How to lower your churn rate

As executive-in-residence at Scale Venture Partners, I’ve worked with a number of SaaS startups to help them refine the efficiency of their operations. One of the things that is often neglected is customer churn. Early focus on churn helps build discipline that becomes even more important as a company grows to $100 million or more in revenues. In the bad old days of on-premise Enterprise software, a startup was considered to have traction when it got its first dozen paying customers. These were typically six-figure deals and required a lot of heavy lifting to get the customers into production.
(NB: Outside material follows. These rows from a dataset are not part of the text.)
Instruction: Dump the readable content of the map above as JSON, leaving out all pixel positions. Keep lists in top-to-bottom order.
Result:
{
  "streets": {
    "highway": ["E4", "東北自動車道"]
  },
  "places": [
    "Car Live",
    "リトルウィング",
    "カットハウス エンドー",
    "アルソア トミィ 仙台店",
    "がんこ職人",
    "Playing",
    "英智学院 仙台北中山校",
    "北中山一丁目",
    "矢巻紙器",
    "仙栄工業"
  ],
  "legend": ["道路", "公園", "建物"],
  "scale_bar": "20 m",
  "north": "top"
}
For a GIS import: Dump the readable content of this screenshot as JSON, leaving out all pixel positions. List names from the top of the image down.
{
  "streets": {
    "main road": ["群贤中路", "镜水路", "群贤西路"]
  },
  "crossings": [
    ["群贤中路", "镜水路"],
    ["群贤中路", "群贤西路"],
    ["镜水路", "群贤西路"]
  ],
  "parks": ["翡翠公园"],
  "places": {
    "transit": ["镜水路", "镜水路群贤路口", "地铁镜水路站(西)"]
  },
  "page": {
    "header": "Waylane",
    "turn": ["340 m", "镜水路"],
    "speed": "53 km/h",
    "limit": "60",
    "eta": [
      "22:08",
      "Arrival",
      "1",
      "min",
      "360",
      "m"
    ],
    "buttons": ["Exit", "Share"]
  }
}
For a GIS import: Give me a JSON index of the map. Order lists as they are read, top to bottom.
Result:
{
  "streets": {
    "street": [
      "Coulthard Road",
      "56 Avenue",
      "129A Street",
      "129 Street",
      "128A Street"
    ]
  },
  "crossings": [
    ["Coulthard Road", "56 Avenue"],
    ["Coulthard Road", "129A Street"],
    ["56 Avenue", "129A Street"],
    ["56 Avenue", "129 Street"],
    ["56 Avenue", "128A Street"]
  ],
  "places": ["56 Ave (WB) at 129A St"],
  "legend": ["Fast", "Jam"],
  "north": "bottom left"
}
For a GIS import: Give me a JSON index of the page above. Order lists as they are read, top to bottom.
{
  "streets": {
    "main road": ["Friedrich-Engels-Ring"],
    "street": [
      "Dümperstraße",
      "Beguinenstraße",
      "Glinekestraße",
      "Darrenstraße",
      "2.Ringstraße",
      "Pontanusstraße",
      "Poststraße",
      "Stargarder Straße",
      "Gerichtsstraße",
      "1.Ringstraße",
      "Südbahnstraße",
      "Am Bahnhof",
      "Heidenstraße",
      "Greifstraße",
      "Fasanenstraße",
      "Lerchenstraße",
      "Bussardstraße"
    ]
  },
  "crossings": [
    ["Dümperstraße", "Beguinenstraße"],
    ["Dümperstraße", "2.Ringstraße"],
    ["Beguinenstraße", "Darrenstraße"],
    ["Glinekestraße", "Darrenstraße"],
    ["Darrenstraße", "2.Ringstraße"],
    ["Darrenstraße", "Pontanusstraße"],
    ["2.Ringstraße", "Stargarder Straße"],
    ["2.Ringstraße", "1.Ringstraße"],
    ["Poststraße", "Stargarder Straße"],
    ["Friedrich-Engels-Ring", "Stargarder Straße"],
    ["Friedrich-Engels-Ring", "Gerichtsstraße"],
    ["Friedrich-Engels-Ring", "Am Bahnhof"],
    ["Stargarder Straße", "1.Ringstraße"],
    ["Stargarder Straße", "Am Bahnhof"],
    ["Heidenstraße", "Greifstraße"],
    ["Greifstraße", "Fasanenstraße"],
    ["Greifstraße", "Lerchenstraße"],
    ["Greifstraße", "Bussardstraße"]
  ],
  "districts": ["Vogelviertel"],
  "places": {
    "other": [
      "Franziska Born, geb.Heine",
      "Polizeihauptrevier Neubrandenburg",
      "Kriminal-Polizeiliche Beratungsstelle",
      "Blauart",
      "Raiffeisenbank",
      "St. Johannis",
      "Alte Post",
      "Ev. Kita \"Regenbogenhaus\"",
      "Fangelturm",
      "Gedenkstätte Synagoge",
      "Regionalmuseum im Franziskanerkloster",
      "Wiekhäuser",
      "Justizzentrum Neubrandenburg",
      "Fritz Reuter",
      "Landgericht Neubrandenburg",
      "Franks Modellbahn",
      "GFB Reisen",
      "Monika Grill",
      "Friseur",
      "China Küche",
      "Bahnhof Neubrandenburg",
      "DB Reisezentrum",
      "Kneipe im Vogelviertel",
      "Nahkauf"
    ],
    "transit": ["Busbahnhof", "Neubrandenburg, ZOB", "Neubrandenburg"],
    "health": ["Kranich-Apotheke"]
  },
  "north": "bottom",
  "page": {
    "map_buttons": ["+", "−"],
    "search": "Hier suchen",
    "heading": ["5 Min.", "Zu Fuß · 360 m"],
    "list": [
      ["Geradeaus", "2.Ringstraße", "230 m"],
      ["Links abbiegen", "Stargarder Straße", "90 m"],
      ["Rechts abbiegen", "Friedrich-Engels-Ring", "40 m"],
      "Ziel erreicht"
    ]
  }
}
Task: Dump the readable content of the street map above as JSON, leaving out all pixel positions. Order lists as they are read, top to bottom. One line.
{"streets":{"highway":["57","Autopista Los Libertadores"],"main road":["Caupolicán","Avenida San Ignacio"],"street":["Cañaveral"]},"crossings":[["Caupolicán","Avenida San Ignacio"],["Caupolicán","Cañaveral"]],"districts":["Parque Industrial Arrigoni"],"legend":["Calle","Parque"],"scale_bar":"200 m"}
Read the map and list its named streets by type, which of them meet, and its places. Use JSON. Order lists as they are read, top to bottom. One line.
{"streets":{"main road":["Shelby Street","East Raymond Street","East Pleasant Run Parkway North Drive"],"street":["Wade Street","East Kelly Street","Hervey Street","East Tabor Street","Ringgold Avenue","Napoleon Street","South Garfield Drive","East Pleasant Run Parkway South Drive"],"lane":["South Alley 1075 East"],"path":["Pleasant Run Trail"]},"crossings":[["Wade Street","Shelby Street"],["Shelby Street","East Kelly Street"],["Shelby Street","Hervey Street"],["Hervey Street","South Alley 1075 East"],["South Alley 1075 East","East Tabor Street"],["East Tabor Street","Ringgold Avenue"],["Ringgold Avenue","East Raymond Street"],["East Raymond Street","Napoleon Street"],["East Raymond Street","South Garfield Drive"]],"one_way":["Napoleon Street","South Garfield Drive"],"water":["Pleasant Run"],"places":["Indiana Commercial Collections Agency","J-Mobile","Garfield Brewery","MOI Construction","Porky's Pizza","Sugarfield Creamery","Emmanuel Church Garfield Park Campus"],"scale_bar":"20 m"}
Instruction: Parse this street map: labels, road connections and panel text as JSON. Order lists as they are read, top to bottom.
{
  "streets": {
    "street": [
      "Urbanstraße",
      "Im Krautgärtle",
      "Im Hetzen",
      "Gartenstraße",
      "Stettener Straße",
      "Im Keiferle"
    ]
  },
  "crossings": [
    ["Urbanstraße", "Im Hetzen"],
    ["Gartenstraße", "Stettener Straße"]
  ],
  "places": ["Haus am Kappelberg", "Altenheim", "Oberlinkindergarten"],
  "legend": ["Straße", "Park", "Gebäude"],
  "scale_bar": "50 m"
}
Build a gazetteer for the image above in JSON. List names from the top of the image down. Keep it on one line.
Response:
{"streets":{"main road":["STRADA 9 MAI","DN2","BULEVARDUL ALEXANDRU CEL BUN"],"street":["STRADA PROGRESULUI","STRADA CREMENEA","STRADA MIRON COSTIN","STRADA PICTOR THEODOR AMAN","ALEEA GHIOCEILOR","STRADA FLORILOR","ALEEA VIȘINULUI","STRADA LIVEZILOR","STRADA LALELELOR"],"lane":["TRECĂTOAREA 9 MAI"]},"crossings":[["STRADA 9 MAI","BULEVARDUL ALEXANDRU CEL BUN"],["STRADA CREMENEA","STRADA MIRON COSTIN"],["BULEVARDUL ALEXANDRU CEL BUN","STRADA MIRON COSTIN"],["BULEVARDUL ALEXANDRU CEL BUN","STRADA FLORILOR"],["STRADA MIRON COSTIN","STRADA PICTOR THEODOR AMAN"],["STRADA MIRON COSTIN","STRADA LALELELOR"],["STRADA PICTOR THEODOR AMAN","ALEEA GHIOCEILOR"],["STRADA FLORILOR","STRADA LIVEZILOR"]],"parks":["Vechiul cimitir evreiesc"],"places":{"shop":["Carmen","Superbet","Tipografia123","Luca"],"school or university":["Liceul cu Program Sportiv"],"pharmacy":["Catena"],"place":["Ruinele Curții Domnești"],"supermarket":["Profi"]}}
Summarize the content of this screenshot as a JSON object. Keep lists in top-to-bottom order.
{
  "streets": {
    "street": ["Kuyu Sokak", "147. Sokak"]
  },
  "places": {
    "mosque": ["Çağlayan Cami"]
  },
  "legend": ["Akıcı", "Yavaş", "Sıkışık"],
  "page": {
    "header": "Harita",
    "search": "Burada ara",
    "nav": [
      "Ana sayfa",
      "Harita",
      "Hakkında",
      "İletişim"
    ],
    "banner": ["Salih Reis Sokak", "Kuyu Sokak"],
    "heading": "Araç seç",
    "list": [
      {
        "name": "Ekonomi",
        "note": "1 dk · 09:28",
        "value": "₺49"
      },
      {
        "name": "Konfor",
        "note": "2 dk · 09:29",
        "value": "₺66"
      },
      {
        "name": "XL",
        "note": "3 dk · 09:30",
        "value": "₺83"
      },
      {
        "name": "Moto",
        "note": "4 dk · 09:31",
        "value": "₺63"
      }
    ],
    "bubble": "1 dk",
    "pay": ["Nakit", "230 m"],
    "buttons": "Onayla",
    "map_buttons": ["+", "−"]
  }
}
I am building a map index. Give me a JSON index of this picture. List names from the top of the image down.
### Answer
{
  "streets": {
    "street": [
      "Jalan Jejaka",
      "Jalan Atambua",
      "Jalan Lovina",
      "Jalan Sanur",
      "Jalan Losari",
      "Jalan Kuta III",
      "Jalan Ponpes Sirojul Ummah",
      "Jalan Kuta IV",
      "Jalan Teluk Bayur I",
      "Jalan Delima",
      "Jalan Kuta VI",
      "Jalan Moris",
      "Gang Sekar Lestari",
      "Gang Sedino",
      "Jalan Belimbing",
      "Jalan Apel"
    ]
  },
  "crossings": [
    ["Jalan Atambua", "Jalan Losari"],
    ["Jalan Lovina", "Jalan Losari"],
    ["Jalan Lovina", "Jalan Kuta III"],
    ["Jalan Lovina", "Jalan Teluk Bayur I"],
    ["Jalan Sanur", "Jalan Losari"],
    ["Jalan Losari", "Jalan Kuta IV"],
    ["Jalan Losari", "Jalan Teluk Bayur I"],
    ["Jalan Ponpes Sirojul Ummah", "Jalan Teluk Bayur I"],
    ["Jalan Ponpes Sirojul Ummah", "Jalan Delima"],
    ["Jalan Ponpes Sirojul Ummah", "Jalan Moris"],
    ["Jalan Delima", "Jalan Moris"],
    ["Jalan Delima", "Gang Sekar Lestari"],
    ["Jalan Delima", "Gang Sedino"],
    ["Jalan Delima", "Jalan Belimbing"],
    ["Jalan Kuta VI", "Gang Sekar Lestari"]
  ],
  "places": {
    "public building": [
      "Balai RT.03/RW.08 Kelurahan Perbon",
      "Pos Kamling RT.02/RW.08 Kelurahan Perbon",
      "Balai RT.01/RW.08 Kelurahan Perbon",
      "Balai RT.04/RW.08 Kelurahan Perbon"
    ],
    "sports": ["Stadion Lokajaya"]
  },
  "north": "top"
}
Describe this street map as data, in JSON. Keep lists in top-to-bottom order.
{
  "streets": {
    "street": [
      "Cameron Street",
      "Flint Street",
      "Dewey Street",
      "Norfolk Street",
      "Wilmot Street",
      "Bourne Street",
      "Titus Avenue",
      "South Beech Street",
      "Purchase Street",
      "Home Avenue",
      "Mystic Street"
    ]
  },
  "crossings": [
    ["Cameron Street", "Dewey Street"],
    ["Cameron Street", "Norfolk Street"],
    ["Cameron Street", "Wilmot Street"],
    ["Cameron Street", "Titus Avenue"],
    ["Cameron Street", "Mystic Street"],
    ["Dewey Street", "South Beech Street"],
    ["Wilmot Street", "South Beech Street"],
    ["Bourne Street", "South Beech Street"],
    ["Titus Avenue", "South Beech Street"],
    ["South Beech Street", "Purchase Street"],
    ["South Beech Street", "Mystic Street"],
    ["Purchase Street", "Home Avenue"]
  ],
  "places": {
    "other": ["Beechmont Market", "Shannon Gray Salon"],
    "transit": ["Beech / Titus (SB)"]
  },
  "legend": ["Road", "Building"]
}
While the old-school field sales model was not particularly efficient, it had the virtue of driving an organization toward making early customers successful.

 

When you have hundreds or thousands of customers, though, things can become rather anonymous and it’s harder to make sure customers are using your product correctly. If customers aren’t successful in using your product, they churn.

 

Having churn is like rowing a leaky boat. After a while, you spend more time bailing water than moving forward. By contrast, organizations that focus on reducing churn will find that their revenue grows every quarter. Break it down. To accurately measure what’s going on, you should begin by breaking out churn (customer cancellation) from contraction (a downgrade in spending). Measure downgrade and churn separately from upgrades and expansion; otherwise, your net growth numbers will mask problems that are bubbling below the surface. If your SaaS product has different editions (e.g. Basic, Pro, Enterprise) you should watch for downgrades that suggest customers are not seeing the value in the higher-end features.